■ **Material provided**:
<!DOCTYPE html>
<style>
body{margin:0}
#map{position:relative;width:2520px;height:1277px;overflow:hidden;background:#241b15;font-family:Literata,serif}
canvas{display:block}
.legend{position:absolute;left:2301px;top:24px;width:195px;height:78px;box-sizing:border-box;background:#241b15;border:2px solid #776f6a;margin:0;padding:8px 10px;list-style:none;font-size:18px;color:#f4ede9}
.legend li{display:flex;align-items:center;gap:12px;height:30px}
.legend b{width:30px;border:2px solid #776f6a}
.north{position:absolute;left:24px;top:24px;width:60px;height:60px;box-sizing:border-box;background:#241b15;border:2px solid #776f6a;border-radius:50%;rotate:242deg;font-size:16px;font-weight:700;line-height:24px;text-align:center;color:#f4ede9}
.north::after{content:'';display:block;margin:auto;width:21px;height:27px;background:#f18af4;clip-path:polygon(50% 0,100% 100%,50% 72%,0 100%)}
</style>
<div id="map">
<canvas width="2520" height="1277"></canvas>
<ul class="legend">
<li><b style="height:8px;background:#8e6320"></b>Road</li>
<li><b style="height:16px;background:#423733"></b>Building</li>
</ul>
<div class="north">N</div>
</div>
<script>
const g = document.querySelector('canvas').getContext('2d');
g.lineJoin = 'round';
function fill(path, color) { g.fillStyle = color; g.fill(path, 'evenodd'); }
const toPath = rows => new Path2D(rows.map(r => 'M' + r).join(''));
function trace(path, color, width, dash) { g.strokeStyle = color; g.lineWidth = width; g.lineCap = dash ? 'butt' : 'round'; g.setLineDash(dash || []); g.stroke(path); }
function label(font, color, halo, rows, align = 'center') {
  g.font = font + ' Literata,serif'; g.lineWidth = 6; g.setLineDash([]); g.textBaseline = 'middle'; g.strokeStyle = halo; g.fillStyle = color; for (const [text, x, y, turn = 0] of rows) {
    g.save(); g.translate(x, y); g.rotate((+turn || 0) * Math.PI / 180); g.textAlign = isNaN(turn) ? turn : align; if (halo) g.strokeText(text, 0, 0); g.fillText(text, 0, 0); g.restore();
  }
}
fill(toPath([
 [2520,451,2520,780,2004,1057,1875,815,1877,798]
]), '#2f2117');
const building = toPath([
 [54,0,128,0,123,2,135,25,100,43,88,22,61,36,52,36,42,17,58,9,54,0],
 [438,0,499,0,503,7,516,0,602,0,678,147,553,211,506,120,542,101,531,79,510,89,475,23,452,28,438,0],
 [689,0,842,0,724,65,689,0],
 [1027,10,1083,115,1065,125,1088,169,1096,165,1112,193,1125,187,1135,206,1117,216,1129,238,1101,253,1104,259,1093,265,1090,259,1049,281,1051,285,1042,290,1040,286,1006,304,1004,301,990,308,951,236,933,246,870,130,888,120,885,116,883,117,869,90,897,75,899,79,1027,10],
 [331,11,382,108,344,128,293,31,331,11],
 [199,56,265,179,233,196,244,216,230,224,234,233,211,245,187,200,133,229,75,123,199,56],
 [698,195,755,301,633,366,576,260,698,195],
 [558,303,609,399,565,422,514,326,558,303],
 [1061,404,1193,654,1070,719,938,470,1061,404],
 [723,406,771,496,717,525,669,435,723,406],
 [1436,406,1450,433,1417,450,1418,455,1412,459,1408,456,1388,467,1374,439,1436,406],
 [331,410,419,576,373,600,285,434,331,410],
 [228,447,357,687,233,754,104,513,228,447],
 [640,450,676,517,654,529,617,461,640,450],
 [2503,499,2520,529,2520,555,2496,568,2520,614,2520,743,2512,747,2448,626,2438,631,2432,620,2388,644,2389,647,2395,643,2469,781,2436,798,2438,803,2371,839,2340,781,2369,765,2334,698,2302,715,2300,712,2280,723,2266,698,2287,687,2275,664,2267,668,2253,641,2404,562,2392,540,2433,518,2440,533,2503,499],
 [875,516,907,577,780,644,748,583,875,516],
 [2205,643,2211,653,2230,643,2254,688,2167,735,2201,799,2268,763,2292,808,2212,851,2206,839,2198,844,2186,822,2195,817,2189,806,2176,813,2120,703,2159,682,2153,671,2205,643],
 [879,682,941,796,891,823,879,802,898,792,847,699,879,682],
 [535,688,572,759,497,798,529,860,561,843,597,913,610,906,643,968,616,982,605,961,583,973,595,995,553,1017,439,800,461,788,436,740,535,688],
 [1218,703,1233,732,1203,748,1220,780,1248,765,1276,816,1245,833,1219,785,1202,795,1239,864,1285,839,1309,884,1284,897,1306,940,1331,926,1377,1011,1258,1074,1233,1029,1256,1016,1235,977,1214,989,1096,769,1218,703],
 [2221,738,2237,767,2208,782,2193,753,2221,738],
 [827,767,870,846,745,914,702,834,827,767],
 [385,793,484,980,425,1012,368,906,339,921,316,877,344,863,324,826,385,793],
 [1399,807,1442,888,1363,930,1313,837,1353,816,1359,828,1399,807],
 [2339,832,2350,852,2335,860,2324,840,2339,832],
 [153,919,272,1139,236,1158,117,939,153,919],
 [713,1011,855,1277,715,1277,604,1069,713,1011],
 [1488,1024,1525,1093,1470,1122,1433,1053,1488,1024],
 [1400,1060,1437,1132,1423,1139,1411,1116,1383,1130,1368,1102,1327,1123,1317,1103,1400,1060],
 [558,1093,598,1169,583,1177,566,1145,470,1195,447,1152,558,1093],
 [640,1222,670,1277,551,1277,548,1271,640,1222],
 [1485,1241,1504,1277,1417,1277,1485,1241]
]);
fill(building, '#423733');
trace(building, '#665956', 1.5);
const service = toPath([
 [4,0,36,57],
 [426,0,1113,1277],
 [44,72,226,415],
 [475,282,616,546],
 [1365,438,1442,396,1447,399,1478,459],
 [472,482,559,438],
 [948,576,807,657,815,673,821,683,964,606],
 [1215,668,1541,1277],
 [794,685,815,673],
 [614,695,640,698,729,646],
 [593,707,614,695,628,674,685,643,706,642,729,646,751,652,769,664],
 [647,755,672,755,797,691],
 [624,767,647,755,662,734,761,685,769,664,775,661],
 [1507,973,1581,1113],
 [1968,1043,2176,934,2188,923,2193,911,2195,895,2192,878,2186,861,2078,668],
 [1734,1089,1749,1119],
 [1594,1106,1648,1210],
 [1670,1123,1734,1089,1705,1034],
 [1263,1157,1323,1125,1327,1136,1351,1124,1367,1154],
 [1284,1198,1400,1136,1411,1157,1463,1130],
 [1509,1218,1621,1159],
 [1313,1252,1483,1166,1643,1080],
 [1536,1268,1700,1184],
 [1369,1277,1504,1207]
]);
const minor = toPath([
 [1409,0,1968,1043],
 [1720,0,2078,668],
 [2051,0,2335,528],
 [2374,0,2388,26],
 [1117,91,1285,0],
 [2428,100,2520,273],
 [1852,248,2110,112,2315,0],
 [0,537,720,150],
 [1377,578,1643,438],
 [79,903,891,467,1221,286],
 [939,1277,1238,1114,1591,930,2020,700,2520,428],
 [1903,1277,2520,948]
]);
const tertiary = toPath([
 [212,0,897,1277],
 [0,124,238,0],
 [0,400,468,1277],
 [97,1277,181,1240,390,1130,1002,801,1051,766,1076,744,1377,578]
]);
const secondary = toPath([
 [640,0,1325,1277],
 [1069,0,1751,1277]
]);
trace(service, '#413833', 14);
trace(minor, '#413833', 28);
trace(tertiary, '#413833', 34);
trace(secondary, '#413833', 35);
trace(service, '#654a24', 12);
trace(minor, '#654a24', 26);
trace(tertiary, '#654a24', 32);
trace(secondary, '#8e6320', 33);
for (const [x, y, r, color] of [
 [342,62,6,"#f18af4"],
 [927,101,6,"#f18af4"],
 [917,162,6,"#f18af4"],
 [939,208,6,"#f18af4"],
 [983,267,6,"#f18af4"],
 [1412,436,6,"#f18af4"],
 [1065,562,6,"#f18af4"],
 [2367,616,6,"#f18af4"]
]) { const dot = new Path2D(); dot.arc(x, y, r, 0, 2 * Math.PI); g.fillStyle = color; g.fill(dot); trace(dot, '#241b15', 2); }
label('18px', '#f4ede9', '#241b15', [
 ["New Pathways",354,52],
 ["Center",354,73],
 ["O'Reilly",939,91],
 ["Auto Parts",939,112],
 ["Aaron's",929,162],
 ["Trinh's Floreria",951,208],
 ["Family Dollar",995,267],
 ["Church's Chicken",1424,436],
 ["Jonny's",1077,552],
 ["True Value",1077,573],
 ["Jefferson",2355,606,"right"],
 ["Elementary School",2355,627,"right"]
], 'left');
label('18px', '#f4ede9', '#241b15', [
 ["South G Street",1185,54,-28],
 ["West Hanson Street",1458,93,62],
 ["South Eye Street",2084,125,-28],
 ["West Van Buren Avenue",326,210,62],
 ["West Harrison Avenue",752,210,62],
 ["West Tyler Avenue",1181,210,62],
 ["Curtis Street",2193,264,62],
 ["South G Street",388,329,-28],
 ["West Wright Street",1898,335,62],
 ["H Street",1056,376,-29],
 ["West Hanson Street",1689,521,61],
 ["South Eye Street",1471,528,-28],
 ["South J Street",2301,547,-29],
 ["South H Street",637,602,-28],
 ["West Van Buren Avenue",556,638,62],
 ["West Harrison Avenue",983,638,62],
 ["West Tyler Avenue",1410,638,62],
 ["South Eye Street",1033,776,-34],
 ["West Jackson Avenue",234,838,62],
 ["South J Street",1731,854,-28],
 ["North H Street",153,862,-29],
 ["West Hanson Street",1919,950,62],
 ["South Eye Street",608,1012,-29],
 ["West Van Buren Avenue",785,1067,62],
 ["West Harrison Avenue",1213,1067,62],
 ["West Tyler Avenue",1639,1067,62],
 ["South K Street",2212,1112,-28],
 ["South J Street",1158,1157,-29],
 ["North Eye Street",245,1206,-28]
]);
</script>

■ **Task prompt**: Using the data above, restate word for word the lines from its opening line through the line that contains "function trace(path, color, width, dash)", and no more.

■ **Solution**:
<!DOCTYPE html>
<style>
body{margin:0}
#map{position:relative;width:2520px;height:1277px;overflow:hidden;background:#241b15;font-family:Literata,serif}
canvas{display:block}
.legend{position:absolute;left:2301px;top:24px;width:195px;height:78px;box-sizing:border-box;background:#241b15;border:2px solid #776f6a;margin:0;padding:8px 10px;list-style:none;font-size:18px;color:#f4ede9}
.legend li{display:flex;align-items:center;gap:12px;height:30px}
.legend b{width:30px;border:2px solid #776f6a}
.north{position:absolute;left:24px;top:24px;width:60px;height:60px;box-sizing:border-box;background:#241b15;border:2px solid #776f6a;border-radius:50%;rotate:242deg;font-size:16px;font-weight:700;line-height:24px;text-align:center;color:#f4ede9}
.north::after{content:'';display:block;margin:auto;width:21px;height:27px;background:#f18af4;clip-path:polygon(50% 0,100% 100%,50% 72%,0 100%)}
</style>
<div id="map">
<canvas width="2520" height="1277"></canvas>
<ul class="legend">
<li><b style="height:8px;background:#8e6320"></b>Road</li>
<li><b style="height:16px;background:#423733"></b>Building</li>
</ul>
<div class="north">N</div>
</div>
<script>
const g = document.querySelector('canvas').getContext('2d');
g.lineJoin = 'round';
function fill(path, color) { g.fillStyle = color; g.fill(path, 'evenodd'); }
const toPath = rows => new Path2D(rows.map(r => 'M' + r).join(''));
function trace(path, color, width, dash) { g.strokeStyle = color; g.lineWidth = width; g.lineCap = dash ? 'butt' : 'round'; g.setLineDash(dash || []); g.stroke(path); }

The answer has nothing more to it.